→ DATA RECORDS
BEGIN
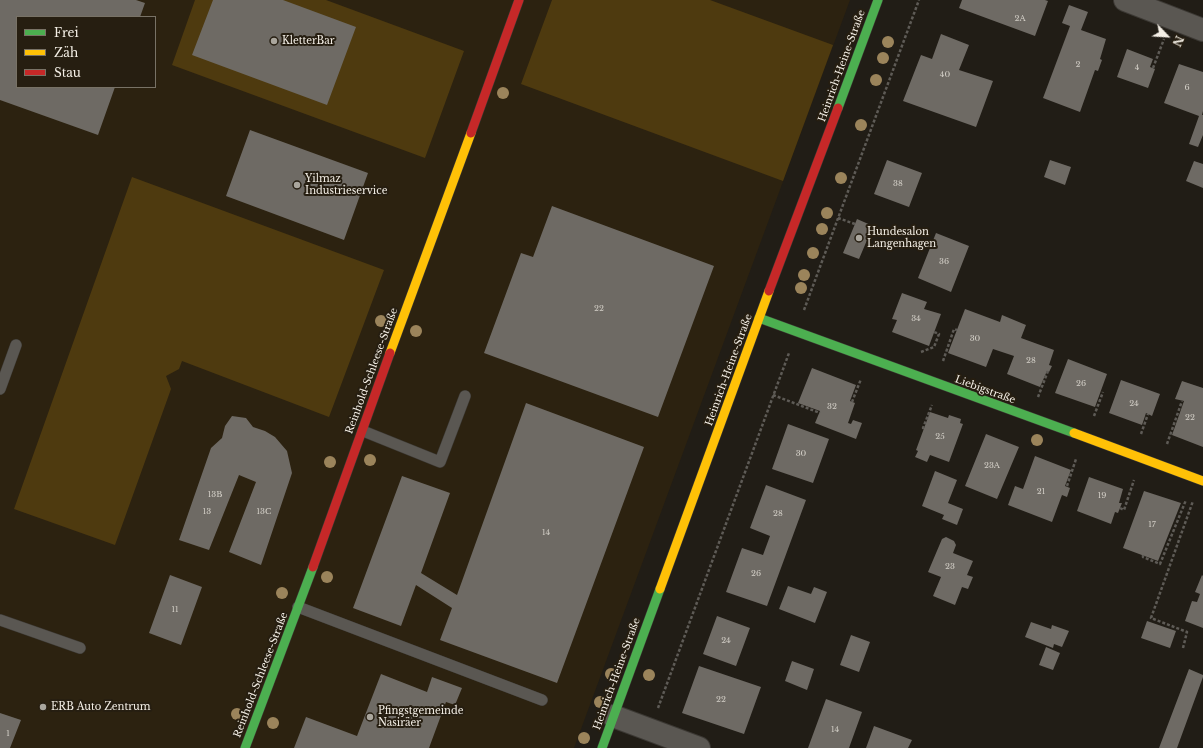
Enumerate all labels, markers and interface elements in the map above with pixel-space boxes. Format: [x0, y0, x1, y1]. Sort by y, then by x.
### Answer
street label: Heinrich-Heine-Straße [816, 8, 868, 124]
house number: 2A [1014, 14, 1026, 24]
legend [16, 16, 156, 88]
north arrow [1147, 16, 1187, 56]
text: Frei [54, 25, 79, 40]
text: N [1169, 33, 1186, 49]
place label: KletterBar [282, 35, 334, 47]
marker: KletterBar [269, 36, 279, 46]
text: Zäh [54, 45, 78, 60]
house number: 2 [1076, 60, 1080, 70]
house number: 4 [1135, 63, 1139, 73]
text: Stau [54, 65, 81, 80]
house number: 40 [940, 70, 950, 80]
house number: 6 [1184, 83, 1190, 93]
place label: Yilmaz Industrieservice [305, 173, 387, 196]
house number: 38 [893, 179, 903, 189]
marker: Yilmaz Industrieservice [292, 180, 302, 190]
place label: Hundesalon Langenhagen [867, 226, 936, 250]
marker: Hundesalon Langenhagen [854, 233, 864, 243]
house number: 36 [939, 257, 949, 267]
house number: 22 [594, 304, 604, 314]
street label: Reinhold-Schleese-Straße [344, 306, 400, 436]
street label: Heinrich-Heine-Straße [703, 312, 755, 428]
house number: 34 [911, 314, 921, 324]
house number: 30 [970, 334, 980, 344]
house number: 28 [1026, 356, 1036, 366]
street label: Liebigstraße [953, 373, 1017, 407]
house number: 26 [1076, 379, 1086, 389]
house number: 24 [1129, 399, 1139, 409]
house number: 32 [827, 402, 837, 412]
house number: 22 [1185, 413, 1195, 423]
house number: 25 [935, 432, 945, 442]
house number: 30 [796, 449, 806, 459]
house number: 23A [984, 461, 1000, 471]
house number: 21 [1037, 487, 1045, 497]
house number: 13B [208, 490, 222, 500]
house number: 19 [1098, 491, 1106, 501]
house number: 13 [203, 507, 211, 517]
house number: 13C [257, 507, 271, 517]
house number: 28 [773, 509, 783, 519]
house number: 17 [1148, 520, 1156, 530]
house number: 14 [542, 528, 550, 538]
house number: 23 [945, 562, 955, 572]
house number: 26 [751, 569, 761, 579]
house number: 11 [171, 605, 179, 615]
street label: Reinhold-Schleese-Straße [232, 611, 290, 739]
street label: Heinrich-Heine-Straße [591, 616, 643, 732]
house number: 24 [721, 636, 731, 646]
house number: 22 [716, 695, 726, 705]
place label: ERB Auto Zentrum [51, 701, 150, 713]
marker: ERB Auto Zentrum [38, 702, 48, 712]
place label: Pfingstgemeinde Nasiräer [378, 705, 463, 728]
marker: Pfingstgemeinde Nasiräer [365, 712, 375, 722]
house number: 14 [831, 725, 839, 735]
house number: 1 [6, 729, 10, 739]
END
→ WORK TO COMPLETE
Every line that includes "Hundesalon" must be copied from the material above.

→ SOLUTION TO THIS TASK
place label: Hundesalon Langenhagen [867, 226, 936, 250]
marker: Hundesalon Langenhagen [854, 233, 864, 243]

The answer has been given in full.